Parents also feel pressure about the need to get their child trained before the school year ahead, fearing their kid won't be ready for the new classroom requirements of independent toileting. Often our first child is easy to train, so we can't remember what we did so well when it comes to training our second child, who might be completely uninterested in the toilet.
How can we appeal to all kinds of kids? Here are some suggestions:
1. Don't panic
We anguish over potty training fearing we are failing at a most basic parenting task. When we feel pressure to train our kids, we pass that pressure on to them. Some children don't mind being given a little urging, but for others, our insistence invites them to push back and refuse.
2. Pick the right approach
Some children want to prove they can handle potty training all on their own, so the more you keep your distance and allow them to take initiative on their own and in their own timing, the better. Other children prefer to "perform" for you and they want you to come to the washroom, sit and read with them, and make it a social time. Pick the right approach for your kid.
3. Keep them entertained
Some children's natures are calm while others are constantly on the move. Those high energy, need-to-move kids are likely going to find sitting on the potty an activity that is slow and boring. Expect these children to train a little later, and help them pass the time of sitting on the potty by offering it as a special game time. It's more exciting to sit still if you are playing eye spy or, dare I say, playing a game on the iPad. Just don't let them drop it!

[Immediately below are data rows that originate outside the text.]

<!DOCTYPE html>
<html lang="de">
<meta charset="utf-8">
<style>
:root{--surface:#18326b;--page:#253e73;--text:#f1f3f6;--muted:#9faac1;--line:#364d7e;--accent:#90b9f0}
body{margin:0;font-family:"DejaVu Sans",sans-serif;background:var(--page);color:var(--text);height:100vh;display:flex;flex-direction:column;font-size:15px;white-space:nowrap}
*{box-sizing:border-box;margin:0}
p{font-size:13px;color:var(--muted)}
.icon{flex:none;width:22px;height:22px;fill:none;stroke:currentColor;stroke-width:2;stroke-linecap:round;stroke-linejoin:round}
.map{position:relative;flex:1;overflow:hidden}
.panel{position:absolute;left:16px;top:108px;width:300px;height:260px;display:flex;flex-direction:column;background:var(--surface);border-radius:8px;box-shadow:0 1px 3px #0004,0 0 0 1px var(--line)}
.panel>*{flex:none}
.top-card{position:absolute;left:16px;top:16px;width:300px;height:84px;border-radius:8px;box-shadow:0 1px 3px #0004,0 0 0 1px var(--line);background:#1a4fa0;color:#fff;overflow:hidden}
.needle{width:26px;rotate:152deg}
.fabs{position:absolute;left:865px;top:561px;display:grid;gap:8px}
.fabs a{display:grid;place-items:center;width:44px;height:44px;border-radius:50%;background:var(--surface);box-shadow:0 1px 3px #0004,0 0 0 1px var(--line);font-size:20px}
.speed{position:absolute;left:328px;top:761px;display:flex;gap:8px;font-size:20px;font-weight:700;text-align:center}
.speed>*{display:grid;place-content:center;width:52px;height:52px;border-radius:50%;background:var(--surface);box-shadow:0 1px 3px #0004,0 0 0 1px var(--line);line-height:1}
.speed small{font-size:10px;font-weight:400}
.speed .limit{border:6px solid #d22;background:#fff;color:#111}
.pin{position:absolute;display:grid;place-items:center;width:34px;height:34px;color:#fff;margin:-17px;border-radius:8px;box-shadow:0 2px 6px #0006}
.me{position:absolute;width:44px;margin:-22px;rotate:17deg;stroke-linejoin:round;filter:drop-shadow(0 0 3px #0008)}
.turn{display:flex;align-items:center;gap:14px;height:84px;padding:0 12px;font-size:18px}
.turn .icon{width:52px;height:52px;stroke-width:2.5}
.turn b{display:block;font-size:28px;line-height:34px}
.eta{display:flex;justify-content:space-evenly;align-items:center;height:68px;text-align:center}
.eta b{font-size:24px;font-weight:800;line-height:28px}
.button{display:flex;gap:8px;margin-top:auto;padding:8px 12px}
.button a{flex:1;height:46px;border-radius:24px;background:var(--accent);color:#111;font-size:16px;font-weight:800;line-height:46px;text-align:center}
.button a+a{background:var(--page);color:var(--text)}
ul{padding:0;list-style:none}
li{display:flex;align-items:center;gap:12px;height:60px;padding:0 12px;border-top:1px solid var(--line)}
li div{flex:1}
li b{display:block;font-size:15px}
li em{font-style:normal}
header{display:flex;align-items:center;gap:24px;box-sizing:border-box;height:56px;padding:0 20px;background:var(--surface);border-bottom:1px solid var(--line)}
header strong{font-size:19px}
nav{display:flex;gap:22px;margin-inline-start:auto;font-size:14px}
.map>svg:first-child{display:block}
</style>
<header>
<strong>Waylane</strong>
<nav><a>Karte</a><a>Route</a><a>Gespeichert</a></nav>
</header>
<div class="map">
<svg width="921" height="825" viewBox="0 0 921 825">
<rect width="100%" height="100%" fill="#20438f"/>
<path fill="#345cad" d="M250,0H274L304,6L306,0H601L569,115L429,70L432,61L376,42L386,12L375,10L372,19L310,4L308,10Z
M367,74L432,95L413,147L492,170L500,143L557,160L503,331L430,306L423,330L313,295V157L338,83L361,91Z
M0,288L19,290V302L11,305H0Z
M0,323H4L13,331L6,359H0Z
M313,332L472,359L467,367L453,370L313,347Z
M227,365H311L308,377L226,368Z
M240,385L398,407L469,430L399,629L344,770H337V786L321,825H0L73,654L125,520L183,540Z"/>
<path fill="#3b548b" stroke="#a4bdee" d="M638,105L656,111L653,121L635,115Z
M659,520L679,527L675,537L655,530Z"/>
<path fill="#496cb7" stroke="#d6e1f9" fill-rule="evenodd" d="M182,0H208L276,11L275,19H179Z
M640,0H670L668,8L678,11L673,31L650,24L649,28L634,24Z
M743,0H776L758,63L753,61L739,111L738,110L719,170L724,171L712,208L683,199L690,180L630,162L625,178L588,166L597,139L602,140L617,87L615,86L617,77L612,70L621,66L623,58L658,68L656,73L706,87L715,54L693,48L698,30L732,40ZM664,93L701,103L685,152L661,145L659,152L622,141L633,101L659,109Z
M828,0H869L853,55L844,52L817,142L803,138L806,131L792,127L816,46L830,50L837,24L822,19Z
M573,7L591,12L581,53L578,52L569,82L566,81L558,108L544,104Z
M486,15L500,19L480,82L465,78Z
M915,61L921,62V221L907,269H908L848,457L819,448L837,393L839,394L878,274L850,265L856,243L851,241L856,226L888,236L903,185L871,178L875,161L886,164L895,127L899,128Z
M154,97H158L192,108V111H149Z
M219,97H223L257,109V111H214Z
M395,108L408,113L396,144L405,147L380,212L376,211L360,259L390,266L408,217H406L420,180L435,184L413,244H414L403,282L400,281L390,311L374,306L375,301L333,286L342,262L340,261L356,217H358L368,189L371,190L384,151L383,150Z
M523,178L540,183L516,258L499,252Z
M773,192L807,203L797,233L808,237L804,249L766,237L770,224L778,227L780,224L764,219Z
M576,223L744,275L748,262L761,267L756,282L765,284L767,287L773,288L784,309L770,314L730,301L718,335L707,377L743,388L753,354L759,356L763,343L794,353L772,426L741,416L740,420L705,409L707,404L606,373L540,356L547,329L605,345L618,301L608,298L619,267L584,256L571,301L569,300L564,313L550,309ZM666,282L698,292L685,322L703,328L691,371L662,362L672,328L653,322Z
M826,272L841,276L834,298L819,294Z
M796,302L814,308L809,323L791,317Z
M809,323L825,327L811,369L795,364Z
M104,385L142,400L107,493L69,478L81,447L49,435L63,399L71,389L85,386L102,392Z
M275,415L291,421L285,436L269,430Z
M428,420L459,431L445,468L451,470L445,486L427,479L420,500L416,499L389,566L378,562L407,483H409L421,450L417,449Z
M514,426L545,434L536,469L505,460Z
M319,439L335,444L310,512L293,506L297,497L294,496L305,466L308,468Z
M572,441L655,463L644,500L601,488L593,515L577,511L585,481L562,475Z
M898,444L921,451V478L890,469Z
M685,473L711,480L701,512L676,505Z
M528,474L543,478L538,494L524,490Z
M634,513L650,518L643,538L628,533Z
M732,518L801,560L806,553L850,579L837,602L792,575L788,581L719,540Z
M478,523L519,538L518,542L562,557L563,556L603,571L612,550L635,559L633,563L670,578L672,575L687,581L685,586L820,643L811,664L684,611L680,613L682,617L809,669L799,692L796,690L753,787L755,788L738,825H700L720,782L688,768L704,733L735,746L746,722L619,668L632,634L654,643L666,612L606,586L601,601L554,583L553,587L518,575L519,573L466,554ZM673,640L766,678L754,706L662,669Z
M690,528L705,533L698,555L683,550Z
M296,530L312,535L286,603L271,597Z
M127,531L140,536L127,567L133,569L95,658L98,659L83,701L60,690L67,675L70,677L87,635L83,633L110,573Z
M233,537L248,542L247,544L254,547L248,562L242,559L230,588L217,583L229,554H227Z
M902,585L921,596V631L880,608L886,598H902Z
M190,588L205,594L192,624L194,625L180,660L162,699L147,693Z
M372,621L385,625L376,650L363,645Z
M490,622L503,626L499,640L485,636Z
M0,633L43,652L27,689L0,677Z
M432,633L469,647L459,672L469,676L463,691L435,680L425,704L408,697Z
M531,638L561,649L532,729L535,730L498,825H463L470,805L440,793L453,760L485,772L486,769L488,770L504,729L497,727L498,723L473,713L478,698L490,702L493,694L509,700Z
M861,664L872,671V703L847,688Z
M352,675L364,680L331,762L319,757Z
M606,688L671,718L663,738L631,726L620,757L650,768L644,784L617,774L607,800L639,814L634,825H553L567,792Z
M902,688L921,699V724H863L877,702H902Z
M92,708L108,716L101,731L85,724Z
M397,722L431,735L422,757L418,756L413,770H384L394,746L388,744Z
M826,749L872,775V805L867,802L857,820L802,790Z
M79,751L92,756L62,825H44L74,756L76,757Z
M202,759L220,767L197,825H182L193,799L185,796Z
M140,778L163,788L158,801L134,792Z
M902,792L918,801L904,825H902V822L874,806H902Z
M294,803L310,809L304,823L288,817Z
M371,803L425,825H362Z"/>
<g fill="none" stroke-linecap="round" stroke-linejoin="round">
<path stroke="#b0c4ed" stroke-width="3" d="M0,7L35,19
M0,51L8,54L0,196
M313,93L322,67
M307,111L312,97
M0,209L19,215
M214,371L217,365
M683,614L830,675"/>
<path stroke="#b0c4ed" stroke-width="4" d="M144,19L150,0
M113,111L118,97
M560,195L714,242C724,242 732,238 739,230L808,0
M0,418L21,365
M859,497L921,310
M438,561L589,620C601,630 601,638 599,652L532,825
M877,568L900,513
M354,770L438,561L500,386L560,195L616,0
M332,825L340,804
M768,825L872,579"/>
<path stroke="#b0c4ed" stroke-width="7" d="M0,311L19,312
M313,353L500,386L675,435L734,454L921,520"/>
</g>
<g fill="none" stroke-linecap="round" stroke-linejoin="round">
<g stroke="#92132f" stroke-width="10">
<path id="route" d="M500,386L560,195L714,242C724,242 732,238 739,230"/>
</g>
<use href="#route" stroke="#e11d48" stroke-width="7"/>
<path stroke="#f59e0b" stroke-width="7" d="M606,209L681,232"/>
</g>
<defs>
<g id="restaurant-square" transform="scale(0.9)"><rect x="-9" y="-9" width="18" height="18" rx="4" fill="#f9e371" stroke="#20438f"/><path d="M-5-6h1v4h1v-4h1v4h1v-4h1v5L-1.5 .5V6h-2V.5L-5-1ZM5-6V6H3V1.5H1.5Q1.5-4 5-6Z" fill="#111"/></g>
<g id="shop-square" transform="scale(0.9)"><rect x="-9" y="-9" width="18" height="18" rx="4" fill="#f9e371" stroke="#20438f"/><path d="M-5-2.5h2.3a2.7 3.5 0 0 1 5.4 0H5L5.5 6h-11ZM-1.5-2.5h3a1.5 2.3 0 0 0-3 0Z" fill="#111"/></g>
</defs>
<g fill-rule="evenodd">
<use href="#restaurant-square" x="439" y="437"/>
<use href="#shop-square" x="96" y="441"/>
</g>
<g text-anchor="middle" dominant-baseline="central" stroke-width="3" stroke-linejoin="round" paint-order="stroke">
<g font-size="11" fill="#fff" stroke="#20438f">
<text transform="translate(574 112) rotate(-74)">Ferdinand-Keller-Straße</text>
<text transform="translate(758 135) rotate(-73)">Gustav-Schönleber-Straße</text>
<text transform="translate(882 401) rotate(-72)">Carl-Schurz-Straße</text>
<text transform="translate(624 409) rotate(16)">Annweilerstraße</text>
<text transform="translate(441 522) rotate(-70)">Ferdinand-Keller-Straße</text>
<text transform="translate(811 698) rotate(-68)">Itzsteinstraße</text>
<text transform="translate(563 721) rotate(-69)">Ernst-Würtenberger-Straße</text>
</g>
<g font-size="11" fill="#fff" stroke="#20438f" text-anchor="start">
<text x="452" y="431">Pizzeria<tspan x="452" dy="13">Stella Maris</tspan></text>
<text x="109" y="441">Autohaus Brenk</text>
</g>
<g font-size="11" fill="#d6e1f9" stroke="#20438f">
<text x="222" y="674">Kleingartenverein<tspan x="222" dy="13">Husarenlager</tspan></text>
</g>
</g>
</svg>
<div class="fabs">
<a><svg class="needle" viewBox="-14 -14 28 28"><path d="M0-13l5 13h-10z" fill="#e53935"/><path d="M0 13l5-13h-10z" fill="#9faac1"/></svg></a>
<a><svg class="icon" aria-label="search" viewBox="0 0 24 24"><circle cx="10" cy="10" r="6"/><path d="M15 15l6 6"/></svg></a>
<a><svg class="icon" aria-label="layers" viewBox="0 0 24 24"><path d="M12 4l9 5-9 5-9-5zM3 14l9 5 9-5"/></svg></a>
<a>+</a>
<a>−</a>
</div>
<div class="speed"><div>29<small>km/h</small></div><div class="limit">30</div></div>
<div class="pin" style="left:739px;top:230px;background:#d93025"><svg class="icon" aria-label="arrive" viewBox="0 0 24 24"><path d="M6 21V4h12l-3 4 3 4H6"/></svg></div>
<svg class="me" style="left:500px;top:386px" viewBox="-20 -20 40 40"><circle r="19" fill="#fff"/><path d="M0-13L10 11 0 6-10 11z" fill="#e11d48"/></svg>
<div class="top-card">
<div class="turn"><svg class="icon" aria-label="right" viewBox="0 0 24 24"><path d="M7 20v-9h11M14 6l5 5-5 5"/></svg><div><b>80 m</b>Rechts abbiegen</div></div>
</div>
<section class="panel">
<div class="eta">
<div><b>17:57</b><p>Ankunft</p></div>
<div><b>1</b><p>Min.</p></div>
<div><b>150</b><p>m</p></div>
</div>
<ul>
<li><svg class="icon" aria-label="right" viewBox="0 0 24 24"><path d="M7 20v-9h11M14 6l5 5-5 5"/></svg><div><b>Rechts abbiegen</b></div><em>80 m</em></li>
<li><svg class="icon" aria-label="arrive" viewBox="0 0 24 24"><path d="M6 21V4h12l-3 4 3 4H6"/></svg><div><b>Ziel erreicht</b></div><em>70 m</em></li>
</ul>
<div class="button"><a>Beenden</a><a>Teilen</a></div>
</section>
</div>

4. Remember: each child is different
If your child is someone who likes rules and doing things well, then potty training might be a breeze. Or, they might wait and wait and wait, and then train in one day when they have the whole sequence figured out perfectly from watching and observing.
Kids with a more easy-going attitude might bumble along happily, being compliant and doing whatever it is you ask of them. They start early, have many mistakes and seemingly don't care to progress, but they will go potty when you request it.
5. Decide whether or not acknowledgements are right for your child
I do not believe in either punishments or rewards, which are two sides of the same coin. There is no need to motivate children by giving them a reward for using the potty. Some kids sense this as being controlling and manipulative, and so they refuse anyways no matter how much they want the prize.
The reality is that kids want to learn to manage their bodies and use the toilet in the same way they want to learn to walk and talk.
The reality is that kids want to learn to manage their bodies and use the toilet in the same way they want to learn to walk and talk. It's socialization to be like everyone else. That said, some children do want recognition for their accomplishments. You can give them a high five or have them call grandma to brag. They can even put their own sticker on their sticker chart if they feel proud of themselves.
However, some kids see this kind of excitement as drawing too much attention to something that is private, and they don't want their accomplishment noticed. If flying under the radar is more comfortable for your child, keep it on the down low for them.